In gentle of China’s reopening and easing of Covid guidelines, Hong Kong’s property market can be on a path to restoration in 2023, based on property consultancy Colliers Hong Kong.
The retail market specifically will reap the “finest profit,” Hannah Jeong, Colliers’ head of valuation and advisory companies, informed CNBC’s “Squawk Field Asia” on Thursday.
Nevertheless, there are nonetheless some potential headwinds this yr that will undercut Hong Kong’s restoration, Colliers mentioned in its latest report. These embody continued geopolitical pressure and a possible international recession.
“We’re taking a look at a extra cautiously optimistic view for 2023,” Jeong added.
“There can be totally different uncertainties from exterior elements however borders opening is definitely the one of many booster[s] for a lot of different sectors inside the property market.”
Retail to be ‘first runner’
In accordance with Colliers, the retail sector — especially the high street shop segment — will be the “first runner” in the post-Covid recovery in 2023 with both rents and prices.
“We are looking at about an 8% increase year-on-year, in terms of the retail rental performance,” Jeong added.
She said, however, this is still about 25% to 30% lower than pre-Covid levels.
Collier added in its report that despite China’s reopening, local consumption will remain “an important driver” for Hong Kong’s retail market in the next 12 months.

“The shifted shopping pattern of the Mainlanders over the last three years may paint a new picture to the new retail market sentiment,” it added.
In the office sector, Grade A office rents will bounce back by 3% this year, said Colliers — thanks to “pent-up demand from Chinese and overseas companies.”
Even so, Jeong said that Hong Kong’s office market still has a high vacancy rate, at 14.7%.
“But it’s not it’s not the end of the world because … compared with other peer cities, 8% to 10% is a generally reasonable number,” she added.

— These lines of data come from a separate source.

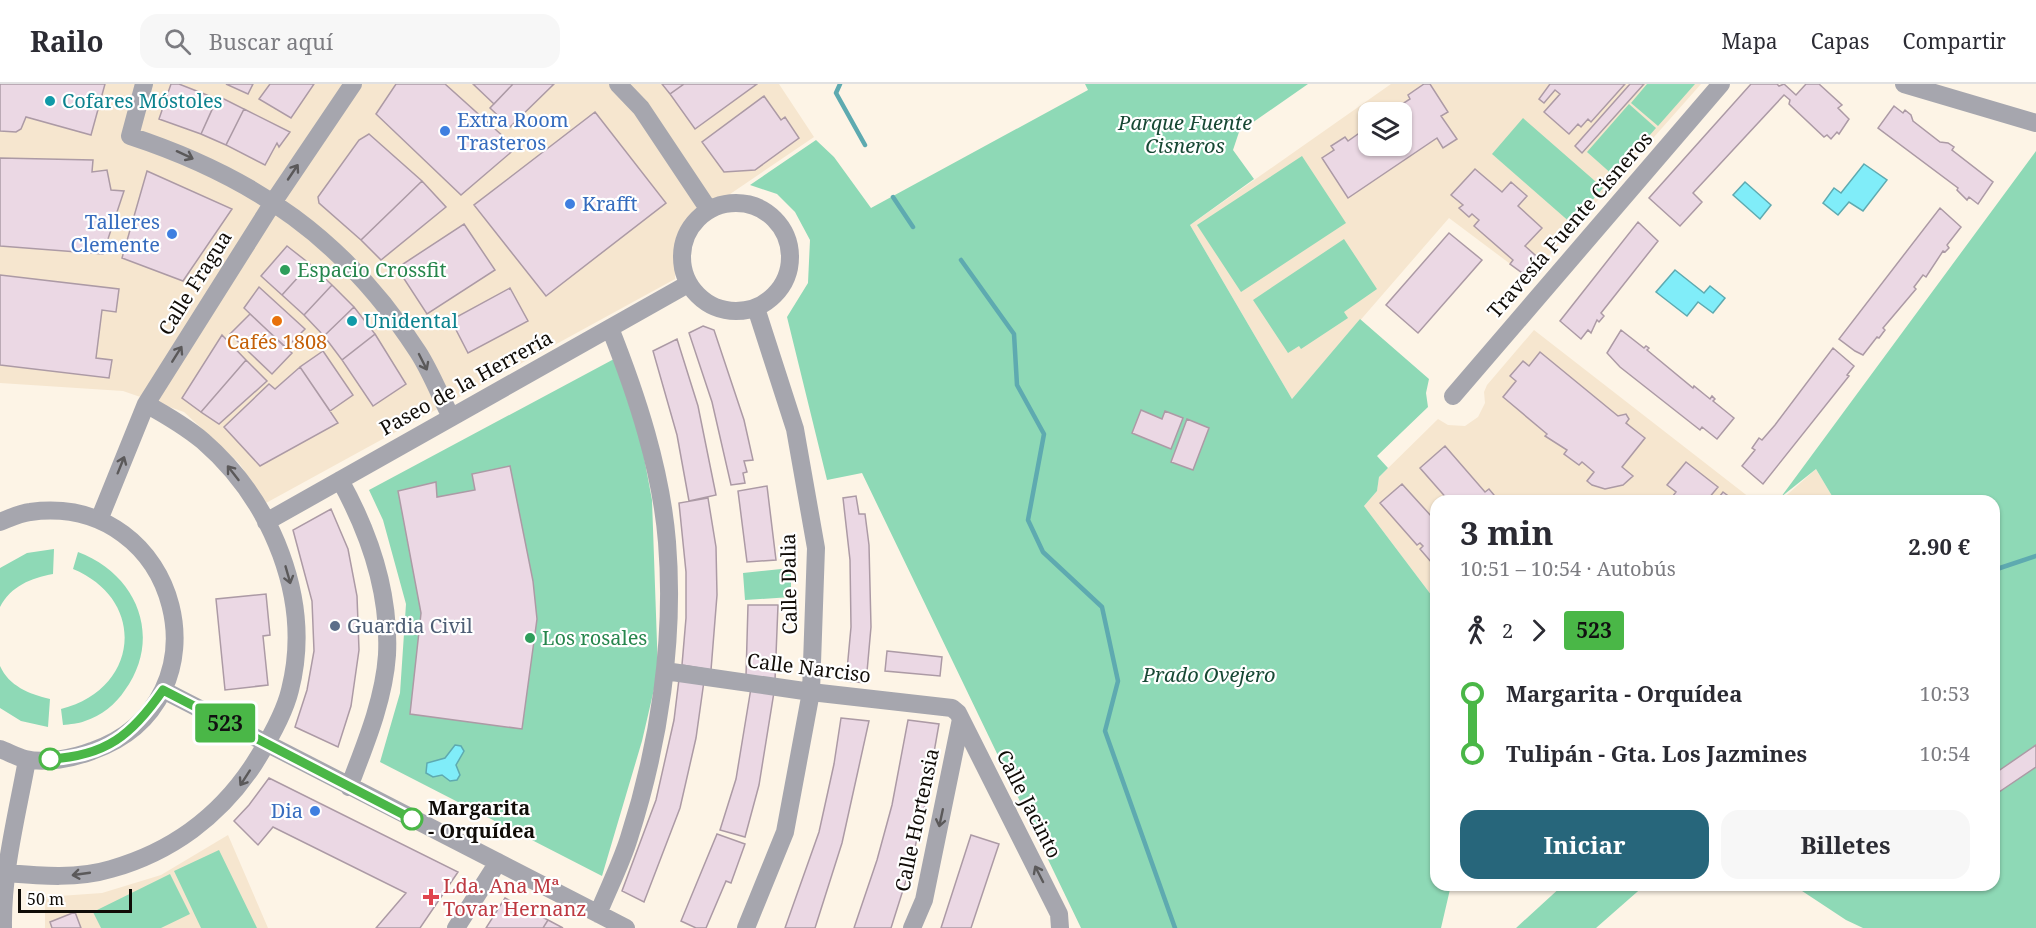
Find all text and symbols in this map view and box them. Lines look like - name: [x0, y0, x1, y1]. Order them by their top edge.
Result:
- search box: [140, 14, 560, 68]
- text: Railo: [30, 22, 104, 60]
- icon: search: [161, 25, 194, 58]
- text: Buscar aquí: [209, 26, 333, 56]
- text: Mapa: [1721, 27, 1778, 55]
- text: Capas: [1811, 27, 1870, 55]
- text: Compartir: [1903, 27, 2006, 55]
- place label: Cofares Móstoles: [62, 87, 223, 114]
- marker: Cofares Móstoles: [43, 94, 57, 108]
- map controls: [1358, 102, 1412, 156]
- button: layers: [1358, 102, 1412, 156]
- place label: Extra Room Trasteros: [457, 106, 569, 156]
- park label: Parque Fuente Cisneros: [1117, 109, 1252, 159]
- marker: Extra Room Trasteros: [438, 124, 452, 138]
- street label: Travesía Fuente Cisneros: [1481, 126, 1658, 324]
- one-way arrow: [176, 150, 194, 162]
- one-way arrow: [287, 165, 299, 181]
- place label: Krafft: [582, 190, 637, 217]
- marker: Krafft: [563, 197, 577, 211]
- place label: Talleres Clemente: [71, 208, 160, 258]
- street label: Calle Fragua: [152, 225, 237, 340]
- marker: Talleres Clemente: [165, 227, 179, 241]
- place label: Espacio Crossfit: [297, 256, 447, 283]
- marker: Espacio Crossfit: [278, 263, 292, 277]
- place label: Unidental: [364, 307, 458, 334]
- marker: Cafés 1808: [270, 314, 284, 328]
- marker: Unidental: [345, 314, 359, 328]
- street label: Paseo de la Herrería: [374, 324, 557, 441]
- place label: Cafés 1808: [227, 328, 327, 355]
- one-way arrow: [171, 346, 183, 363]
- one-way arrow: [418, 352, 429, 370]
- one-way arrow: [116, 457, 127, 475]
- one-way arrow: [227, 465, 240, 481]
- text: 3 min: [1460, 510, 1553, 555]
- text: 2.90 €: [1908, 531, 1970, 561]
- street label: Calle Dalia: [774, 533, 803, 635]
- text: 10:51 – 10:54 · Autobús: [1460, 555, 1676, 582]
- one-way arrow: [283, 565, 294, 584]
- place label: Guardia Civil: [347, 612, 473, 639]
- icon: walk: [1460, 614, 1493, 647]
- icon: forward: [1522, 614, 1555, 647]
- text: 523: [1576, 616, 1612, 644]
- text: 2: [1502, 617, 1513, 644]
- marker: Guardia Civil: [328, 619, 342, 633]
- place label: Los rosales: [542, 624, 647, 651]
- marker: Los rosales: [523, 631, 537, 645]
- street label: Calle Narciso: [746, 647, 873, 688]
- park label: Prado Ovejero: [1142, 661, 1275, 688]
- text: Margarita - Orquídea: [1506, 678, 1742, 708]
- text: 10:53: [1920, 680, 1970, 707]
- line badge: 523: [190, 704, 260, 742]
- text: 523: [207, 709, 243, 737]
- text: Tulipán - Gta. Los Jazmines: [1506, 738, 1807, 768]
- text: 10:54: [1920, 740, 1970, 767]
- street label: Calle Jacinto: [991, 745, 1068, 862]
- street label: Calle Hortensia: [888, 746, 945, 894]
- unlabelled marker: [39, 748, 61, 770]
- one-way arrow: [238, 770, 251, 787]
- place label: Margarita - Orquídea: [428, 794, 535, 844]
- place label: Dia: [271, 797, 303, 824]
- marker: Dia: [308, 804, 322, 818]
- one-way arrow: [935, 807, 946, 827]
- marker: Margarita - Orquídea: [401, 808, 423, 830]
- button: Iniciar: [1460, 810, 1709, 879]
- button: Billetes: [1721, 810, 1970, 879]
- one-way arrow: [1033, 866, 1044, 884]
- one-way arrow: [72, 868, 92, 879]
- place label: Lda. Ana Mª Tovar Hernanz: [443, 872, 587, 922]
- scale bar: [18, 886, 132, 914]
- text: 50 m: [27, 888, 64, 910]
- marker: Lda. Ana Mª Tovar Hernanz: [424, 890, 438, 904]

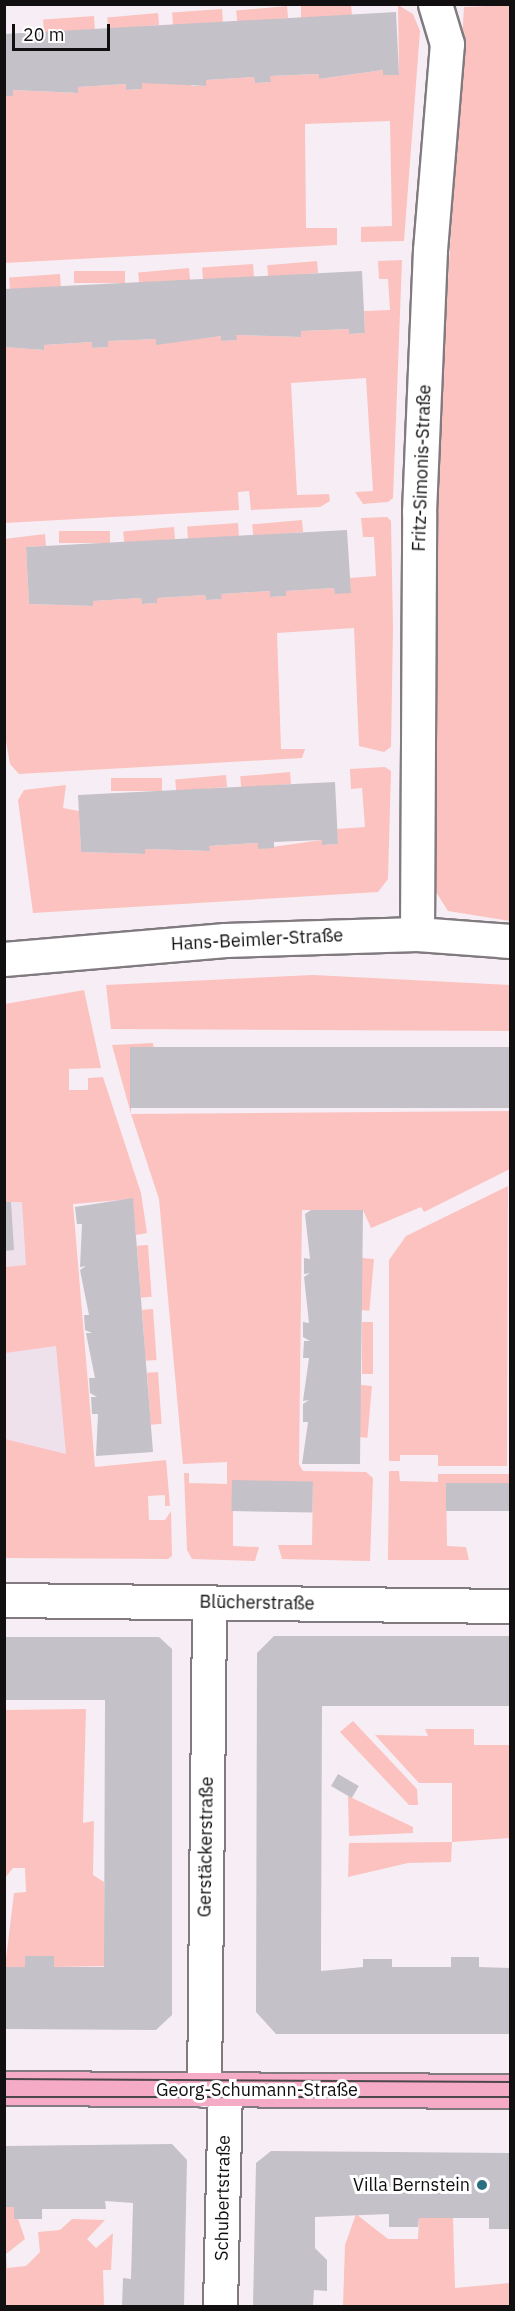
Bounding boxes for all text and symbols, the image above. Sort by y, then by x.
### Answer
scale bar [15,12,112,50]
text: 20 m [23,23,65,46]
street label: Fritz-Simonis-Straße [408,384,436,552]
street label: Hans-Beimler-Straße [170,925,344,955]
street label: Blücherstraße [199,1591,315,1615]
street label: Gerstäckerstraße [194,1776,218,1918]
street label: Georg-Schumann-Straße [156,2079,358,2101]
street label: Schubertstraße [211,2135,235,2261]
place label: Villa Bernstein [353,2174,470,2196]
marker: Villa Bernstein [475,2178,489,2192]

Residential market demand to dampen
This resulted in a “softening of investment demand,” said Jeong, but the demand from homebuyers still exists.
“Homebuyers … [have been] utilizing this time when market is softening, they can snatch the cheaper flats,” she added.

“But in 2023, I think the interest rate … will continue to go up. We are looking at stabilization at least in the second half of this year.”
Just last month, Hong Kong raised interest rates by 50 basis points to 4.75%, following the U.S. Federal Reserve.
High costs of borrowing will dampen residential market demand and a “negative 5% to 10% downward adjustment” should hence be expected this year, Jeong said.